Wow, it has been a while. :-D And time really does fly. My final fall semester has come and gone. The China/Taiwan trip has come and gone. And now I am back at Case, rolling in a new semester... and looking for my final co-op term.

Isn't that insane? I feel like I just got back from Philly, and here I am looking for more co-op fun. ;-) Hard to believe that just a year ago, I had just started filling cuvettes with samples and running them through the UV-vis. And it has made me think - am I still the same person as I was a year ago?

Part of me wants to say no, simply because I now have some more schooling and personal experiences under my belt. (My hairstyle is different too... but that's external.) Co-op really did change me. But the other part of me doesn't feel any differently than I did a year ago. I still run into much of the same feelings now as I did while I was on co-op.

But then again... I really have changed. I have learned not to believe those who say they'll miss you because I know most of them will just get busy with their activities and some of them will even forget you. I have become much tougher, no longer so vulnerable emotionally. I now find hall activities stupid, immature, and petty, and I usually decline to participate. And I have learned to depend on God in the times that I am alone.

Some of the change is for the better, though. I have really learned to appreciate the times I have to be goofy and relaxed with friends. I have seen how important it is to do well in academics.
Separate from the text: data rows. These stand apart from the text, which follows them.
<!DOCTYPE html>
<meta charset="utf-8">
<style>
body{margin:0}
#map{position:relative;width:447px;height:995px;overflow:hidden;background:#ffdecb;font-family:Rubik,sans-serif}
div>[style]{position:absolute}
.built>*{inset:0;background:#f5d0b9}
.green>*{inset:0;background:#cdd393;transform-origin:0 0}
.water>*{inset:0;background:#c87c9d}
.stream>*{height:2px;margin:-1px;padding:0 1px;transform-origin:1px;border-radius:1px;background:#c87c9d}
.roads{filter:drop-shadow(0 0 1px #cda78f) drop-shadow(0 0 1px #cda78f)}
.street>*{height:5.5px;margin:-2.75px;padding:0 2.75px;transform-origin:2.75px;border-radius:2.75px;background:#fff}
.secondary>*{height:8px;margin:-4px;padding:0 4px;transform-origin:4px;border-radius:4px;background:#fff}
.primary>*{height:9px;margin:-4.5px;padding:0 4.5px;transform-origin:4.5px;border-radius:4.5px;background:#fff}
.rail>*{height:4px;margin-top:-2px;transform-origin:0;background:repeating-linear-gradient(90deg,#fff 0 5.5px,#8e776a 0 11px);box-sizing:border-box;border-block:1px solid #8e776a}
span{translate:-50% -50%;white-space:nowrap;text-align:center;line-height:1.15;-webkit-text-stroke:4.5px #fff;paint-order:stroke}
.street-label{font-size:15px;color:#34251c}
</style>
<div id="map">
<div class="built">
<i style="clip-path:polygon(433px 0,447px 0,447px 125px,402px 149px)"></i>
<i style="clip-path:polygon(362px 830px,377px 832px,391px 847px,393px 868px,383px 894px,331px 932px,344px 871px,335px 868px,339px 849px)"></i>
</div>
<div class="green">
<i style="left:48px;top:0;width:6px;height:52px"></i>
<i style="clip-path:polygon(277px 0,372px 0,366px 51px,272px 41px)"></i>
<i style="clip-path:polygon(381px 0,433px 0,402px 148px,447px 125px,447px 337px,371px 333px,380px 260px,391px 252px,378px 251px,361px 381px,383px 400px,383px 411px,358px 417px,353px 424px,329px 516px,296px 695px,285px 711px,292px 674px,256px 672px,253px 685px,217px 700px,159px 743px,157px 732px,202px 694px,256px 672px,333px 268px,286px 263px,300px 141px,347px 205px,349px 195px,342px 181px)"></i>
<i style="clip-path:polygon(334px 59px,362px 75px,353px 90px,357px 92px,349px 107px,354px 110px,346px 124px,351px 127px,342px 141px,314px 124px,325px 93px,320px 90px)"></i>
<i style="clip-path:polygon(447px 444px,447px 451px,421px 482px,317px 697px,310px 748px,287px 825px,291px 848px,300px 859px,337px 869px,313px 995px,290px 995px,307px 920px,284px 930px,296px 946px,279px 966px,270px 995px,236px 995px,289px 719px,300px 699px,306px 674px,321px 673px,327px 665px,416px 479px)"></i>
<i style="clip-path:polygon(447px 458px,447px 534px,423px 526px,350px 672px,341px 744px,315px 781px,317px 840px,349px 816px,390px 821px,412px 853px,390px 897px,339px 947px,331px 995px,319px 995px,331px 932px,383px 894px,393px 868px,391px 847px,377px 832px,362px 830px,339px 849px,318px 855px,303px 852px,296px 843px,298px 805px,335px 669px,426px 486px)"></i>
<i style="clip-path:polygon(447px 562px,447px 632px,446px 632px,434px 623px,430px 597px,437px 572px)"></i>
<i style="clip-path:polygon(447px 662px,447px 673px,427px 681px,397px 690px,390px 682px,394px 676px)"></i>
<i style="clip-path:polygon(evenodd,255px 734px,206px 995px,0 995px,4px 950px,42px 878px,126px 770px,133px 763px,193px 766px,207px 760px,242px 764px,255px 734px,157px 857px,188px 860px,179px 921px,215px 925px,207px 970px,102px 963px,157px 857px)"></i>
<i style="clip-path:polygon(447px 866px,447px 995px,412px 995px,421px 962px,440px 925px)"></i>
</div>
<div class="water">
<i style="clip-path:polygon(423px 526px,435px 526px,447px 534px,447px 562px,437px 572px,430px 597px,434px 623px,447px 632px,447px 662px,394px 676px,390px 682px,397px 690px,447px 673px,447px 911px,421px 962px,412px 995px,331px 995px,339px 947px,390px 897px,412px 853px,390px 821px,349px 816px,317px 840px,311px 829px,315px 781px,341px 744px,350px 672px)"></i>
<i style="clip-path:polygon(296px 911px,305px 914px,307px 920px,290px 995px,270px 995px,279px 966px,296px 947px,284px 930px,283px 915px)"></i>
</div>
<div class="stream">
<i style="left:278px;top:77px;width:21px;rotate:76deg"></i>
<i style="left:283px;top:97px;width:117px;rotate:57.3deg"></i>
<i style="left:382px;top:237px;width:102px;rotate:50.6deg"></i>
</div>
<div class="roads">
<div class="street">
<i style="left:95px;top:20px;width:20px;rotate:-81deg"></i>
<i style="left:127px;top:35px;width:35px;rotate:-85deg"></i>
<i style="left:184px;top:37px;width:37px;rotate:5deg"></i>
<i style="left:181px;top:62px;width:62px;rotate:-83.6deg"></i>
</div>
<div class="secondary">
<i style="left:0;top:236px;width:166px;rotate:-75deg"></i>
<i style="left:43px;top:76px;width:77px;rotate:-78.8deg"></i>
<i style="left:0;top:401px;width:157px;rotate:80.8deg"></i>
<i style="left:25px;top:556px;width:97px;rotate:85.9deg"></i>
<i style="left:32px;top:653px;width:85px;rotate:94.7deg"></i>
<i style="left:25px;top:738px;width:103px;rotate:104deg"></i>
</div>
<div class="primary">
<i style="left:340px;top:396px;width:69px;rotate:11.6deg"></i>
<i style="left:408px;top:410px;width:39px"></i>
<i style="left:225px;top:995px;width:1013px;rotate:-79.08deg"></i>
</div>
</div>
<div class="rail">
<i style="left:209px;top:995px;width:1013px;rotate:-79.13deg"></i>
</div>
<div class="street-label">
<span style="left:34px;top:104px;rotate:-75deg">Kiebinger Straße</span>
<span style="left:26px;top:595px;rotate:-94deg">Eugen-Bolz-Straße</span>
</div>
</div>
I have seen that tests and grades are small compared to the stress in the workplace.

I know the time will come when I will have to put away the butterfly clips, let go of my goofy, youthful ways, and move on. That's both the beauty and the struggle of co-op: the fact that you get the chance to go back to the carefree student life after having been in the real world, yet you are fully aware that you will not be the same when you return.